Buley v. Buley

Mahoney, P. J.

Appeal from an order of the Family Court of Ulster County (Feeney, Jr., J.), entered April 10, 1987, which granted petitioner’s application, in a proceeding pursuant to Family Court Act article 4, to direct respondent to pay for maintenance of petitioner and support of his two children.

Petitioner and respondent were married on September 18, 1971 and divorced 14 years later on February 26, 1985. Presently, petitioner lives with her two teen-age sons in the *815marital residence in Ulster Park, Ulster County. While petitioner has an Associate’s Degree in secretarial science and served as respondent’s bookkeeper in the operation of his excavating business, she and the children were receiving public assistance when she commenced this proceeding to compel respondent to pay over $2,500 per month in child support and maintenance.

At hearings before a Hearing Examiner, respondent’s actual income was difficult to ascertain as he was unable to produce his tax records for the years 1984 and 1985. However, the Hearing Examiner made a finding, based on respondent’s 1983 tax return, that respondent had a gross income in 1983 of $40,000 which resulted in a taxable income of approximately $18,000. After reviewing the testimony and the reports of the earnings and expenses of the parties and their children, the Hearing Examiner determined that respondent should pay $250 per week for child support and $118 per week as maintenance. Family Court adopted the findings of the Hearing Examiner, and this appeal by respondent ensued.

Despite respondent’s contention that his support obligation must have a direct relationship to current earnings, the Hearing Examiner and Family Court properly weighed other considerations in fixing respondent’s support and maintenance obligation. In a support proceeding, the exact reported taxable income of a party is not always the foremost consideration in ascertaining that party’s ability to support his children (see, Kay v Kay, 37 NY2d 632). Where, as here, a party’s financial status is difficult to ascertain, an important factor in ascertaining ability to pay is the earning capacity of the party, as opposed to how much money the party actually makes (see, Sayer v Sayer, 130 AD2d 407, 410-411). Since respondent owns his own business, he could effectively control his actual net "draw” for a given period of time and, as the Court of Appeals has stated in Kay v Kay (supra, at 636), when a party "voluntarily maintains his finances in a form that limits the income they produce”, the limited income will not be a ceiling on the amount for which the party will be liable in supporting his ex-wife and children. The earning capacity of the party is the prime consideration (see, supra, at 637). Accordingly, since respondent’s failure to produce his current tax records obscured his true economic status, "a court is entitled to make-an award based upon the wife’s proof of her needs” (supra, at 636). Therefore, we approve the finding that respondent’s true earning capacity is well over $18,000 per year.

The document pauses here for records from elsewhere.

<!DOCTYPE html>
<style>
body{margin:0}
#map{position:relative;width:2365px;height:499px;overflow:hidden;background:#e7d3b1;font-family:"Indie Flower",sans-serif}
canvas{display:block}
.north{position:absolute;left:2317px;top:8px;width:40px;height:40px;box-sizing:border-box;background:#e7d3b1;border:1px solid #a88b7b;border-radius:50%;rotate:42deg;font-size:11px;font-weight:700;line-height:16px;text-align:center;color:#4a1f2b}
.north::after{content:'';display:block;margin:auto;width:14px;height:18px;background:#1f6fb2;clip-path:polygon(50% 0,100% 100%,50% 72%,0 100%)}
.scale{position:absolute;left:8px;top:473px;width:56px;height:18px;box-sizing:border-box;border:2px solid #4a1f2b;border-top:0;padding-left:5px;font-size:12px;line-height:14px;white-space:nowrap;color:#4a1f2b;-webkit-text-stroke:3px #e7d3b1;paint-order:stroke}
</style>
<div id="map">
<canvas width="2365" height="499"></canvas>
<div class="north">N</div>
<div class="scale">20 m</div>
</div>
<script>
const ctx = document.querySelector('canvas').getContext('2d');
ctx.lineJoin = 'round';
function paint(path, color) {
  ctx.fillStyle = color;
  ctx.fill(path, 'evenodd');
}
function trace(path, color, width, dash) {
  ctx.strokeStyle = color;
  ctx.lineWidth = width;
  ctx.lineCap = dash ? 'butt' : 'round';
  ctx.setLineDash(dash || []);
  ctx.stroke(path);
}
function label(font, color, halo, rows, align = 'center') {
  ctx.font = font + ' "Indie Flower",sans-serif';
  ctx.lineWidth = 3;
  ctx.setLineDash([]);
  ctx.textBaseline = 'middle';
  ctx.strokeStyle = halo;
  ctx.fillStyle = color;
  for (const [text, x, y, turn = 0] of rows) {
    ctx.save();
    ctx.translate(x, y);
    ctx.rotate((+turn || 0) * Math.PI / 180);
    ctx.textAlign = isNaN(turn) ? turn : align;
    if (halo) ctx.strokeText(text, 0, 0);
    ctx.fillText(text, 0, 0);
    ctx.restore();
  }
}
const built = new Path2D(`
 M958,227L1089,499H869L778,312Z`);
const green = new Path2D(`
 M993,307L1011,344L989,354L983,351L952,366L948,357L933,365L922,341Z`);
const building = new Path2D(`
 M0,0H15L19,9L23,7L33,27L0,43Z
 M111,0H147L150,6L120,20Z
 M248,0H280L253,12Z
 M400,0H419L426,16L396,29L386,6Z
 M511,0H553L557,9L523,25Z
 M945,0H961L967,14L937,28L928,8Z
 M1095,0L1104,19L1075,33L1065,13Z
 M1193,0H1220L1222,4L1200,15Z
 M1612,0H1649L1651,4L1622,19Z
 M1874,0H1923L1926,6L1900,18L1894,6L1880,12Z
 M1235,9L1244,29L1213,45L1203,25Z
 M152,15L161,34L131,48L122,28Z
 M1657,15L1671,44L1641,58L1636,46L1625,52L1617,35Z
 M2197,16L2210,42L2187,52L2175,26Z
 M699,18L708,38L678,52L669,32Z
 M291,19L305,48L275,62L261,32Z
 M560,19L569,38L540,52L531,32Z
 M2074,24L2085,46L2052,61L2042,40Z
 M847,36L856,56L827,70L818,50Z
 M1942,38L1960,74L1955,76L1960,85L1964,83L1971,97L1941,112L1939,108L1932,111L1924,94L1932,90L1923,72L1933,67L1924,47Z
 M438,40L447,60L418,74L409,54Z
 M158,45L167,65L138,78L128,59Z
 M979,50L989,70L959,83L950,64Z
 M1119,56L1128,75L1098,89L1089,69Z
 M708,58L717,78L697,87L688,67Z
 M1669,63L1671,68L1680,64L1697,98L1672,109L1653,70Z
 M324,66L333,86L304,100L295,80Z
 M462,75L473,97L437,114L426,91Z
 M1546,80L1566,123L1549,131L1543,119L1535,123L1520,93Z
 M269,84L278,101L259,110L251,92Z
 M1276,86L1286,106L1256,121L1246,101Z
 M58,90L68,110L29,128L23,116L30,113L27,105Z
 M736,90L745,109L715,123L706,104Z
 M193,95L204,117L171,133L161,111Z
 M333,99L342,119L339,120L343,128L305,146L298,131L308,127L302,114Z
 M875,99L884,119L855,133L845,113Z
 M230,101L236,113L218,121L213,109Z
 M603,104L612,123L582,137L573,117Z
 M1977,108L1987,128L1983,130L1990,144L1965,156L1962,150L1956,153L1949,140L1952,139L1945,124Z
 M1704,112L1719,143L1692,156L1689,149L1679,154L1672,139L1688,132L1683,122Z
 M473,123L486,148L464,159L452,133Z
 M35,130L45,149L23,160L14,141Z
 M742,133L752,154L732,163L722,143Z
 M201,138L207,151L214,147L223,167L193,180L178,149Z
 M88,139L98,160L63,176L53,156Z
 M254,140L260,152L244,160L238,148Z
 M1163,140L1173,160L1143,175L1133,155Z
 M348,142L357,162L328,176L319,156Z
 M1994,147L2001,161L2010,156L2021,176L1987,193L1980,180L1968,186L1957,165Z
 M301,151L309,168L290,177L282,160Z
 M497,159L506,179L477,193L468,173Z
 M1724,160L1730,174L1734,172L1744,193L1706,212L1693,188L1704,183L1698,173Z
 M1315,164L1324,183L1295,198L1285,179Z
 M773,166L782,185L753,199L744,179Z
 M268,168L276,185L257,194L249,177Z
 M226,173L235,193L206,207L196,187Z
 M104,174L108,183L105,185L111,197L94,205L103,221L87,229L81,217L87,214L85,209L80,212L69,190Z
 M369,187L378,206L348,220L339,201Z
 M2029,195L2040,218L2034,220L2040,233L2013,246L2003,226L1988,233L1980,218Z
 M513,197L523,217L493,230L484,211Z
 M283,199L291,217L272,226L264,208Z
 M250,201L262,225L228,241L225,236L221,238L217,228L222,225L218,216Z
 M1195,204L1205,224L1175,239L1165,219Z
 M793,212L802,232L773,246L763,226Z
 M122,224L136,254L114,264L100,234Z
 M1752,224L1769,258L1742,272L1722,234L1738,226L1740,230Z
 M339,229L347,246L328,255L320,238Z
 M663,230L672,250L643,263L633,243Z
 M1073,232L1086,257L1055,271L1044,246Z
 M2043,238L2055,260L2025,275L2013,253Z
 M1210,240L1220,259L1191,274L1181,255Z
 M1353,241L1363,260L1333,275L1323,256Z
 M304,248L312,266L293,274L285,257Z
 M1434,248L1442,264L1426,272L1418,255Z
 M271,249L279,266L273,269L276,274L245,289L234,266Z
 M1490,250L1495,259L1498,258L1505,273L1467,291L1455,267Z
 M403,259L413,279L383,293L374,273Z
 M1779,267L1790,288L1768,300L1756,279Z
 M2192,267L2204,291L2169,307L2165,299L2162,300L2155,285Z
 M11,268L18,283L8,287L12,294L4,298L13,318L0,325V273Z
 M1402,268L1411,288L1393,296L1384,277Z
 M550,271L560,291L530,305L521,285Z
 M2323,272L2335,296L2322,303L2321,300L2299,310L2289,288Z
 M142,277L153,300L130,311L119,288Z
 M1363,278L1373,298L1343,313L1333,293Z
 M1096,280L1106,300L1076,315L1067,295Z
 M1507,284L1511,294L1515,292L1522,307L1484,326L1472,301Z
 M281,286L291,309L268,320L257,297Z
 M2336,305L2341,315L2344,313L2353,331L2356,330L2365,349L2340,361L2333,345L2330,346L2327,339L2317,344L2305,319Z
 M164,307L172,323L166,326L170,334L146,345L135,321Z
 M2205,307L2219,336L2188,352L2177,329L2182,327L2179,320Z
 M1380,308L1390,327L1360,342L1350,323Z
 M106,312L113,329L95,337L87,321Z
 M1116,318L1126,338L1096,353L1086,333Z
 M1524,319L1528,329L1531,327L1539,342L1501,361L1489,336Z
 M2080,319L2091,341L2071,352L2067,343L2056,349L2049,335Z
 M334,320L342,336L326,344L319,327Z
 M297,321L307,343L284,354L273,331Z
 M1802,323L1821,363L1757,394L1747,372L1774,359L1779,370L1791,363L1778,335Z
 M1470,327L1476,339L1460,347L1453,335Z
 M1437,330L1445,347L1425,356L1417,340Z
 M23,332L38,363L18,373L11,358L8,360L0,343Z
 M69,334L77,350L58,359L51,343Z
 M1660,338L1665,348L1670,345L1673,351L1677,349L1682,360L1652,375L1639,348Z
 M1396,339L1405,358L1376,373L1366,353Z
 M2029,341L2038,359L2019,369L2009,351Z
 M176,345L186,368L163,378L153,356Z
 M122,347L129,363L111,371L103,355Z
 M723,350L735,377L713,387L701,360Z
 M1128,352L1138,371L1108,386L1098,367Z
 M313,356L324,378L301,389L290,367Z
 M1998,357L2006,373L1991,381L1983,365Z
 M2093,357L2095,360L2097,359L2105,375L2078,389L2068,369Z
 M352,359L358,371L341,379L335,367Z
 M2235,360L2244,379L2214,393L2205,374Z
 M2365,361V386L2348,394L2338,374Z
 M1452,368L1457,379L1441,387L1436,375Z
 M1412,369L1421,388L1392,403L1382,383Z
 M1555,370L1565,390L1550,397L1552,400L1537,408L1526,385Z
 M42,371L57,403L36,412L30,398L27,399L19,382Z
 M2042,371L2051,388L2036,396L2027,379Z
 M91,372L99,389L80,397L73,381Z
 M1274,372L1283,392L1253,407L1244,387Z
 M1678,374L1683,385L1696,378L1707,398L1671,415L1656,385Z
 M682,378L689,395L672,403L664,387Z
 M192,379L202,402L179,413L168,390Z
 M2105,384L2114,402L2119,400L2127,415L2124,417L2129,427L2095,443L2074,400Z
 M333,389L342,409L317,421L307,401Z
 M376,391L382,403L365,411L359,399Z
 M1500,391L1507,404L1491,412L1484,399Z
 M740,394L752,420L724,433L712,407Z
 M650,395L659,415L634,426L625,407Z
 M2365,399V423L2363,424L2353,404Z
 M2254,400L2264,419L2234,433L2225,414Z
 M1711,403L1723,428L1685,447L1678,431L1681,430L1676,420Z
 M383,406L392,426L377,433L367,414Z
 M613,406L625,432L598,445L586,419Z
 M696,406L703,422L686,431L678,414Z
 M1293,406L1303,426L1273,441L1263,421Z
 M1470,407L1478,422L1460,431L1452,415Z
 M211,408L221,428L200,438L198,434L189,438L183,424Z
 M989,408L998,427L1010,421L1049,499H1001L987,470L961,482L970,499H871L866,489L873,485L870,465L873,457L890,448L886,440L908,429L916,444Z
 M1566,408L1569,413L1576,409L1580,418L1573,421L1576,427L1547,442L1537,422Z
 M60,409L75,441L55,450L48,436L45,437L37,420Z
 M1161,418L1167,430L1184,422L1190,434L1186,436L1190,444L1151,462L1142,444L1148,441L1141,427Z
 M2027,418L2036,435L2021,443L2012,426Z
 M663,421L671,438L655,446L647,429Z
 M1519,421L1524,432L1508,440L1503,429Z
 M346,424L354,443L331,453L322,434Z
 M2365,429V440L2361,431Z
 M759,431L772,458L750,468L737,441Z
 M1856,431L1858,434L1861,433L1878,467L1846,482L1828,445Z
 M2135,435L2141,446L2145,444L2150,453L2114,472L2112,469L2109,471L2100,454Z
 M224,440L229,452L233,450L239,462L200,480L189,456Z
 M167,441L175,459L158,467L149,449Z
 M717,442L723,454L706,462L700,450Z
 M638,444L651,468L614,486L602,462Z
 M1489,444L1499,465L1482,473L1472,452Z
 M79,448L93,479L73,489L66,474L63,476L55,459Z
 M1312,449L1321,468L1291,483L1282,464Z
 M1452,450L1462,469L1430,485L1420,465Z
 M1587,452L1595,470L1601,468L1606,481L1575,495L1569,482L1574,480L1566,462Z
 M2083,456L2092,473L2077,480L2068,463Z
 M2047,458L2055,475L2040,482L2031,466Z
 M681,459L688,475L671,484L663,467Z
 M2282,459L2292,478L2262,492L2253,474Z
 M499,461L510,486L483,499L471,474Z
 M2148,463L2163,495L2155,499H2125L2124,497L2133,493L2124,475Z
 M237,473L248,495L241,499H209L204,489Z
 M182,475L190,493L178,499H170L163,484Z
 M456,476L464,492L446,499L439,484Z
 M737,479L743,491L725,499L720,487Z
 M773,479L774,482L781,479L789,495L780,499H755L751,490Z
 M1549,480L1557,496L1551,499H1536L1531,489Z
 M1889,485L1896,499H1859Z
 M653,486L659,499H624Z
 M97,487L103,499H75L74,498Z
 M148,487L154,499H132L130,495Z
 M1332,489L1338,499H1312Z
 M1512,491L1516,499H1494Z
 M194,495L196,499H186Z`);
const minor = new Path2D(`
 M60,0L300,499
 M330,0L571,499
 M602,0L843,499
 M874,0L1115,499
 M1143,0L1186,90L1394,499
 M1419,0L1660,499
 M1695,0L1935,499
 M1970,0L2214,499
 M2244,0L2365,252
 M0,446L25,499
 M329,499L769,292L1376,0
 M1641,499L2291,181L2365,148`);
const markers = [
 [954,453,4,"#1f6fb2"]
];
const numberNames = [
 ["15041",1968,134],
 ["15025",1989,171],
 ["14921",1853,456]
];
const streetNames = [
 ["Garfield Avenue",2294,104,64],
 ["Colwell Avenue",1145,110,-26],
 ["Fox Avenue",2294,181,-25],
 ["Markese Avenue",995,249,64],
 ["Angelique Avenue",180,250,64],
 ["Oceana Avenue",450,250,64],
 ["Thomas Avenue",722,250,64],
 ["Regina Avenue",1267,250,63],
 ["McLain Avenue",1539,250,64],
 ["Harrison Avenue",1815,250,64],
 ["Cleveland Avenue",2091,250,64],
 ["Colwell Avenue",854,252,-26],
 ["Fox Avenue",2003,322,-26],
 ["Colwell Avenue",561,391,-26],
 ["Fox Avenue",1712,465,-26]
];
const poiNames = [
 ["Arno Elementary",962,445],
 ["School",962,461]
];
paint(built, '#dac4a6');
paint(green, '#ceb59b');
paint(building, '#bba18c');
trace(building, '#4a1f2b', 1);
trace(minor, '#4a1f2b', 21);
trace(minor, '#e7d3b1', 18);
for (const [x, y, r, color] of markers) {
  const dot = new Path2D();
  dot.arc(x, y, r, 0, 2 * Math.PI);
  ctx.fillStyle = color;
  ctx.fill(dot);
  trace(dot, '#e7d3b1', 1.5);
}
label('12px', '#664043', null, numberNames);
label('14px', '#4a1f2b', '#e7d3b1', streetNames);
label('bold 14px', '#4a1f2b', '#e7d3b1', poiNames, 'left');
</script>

In reaching this conclusion we have considered respondent’s *816argument that petitioner is college educated and should make an effort to become self-supporting. Here, as in Kay v Kay (supra), petitioner was out of the job market during the extent of the marriage and is under no duty to obtain employment solely to mitigate her husband’s duty to pay support and maintenance. Further, if petitioner obtains employment and betters the economic situation of herself and her children, respondent has the option to apply for a modification of the award (see, Domestic Relations Law § 236 [B] [9] [b]).

Order affirmed, with costs. Mahoney, P. J., Casey, Yesawich, Jr., Levine and Mercure, JJ., concur.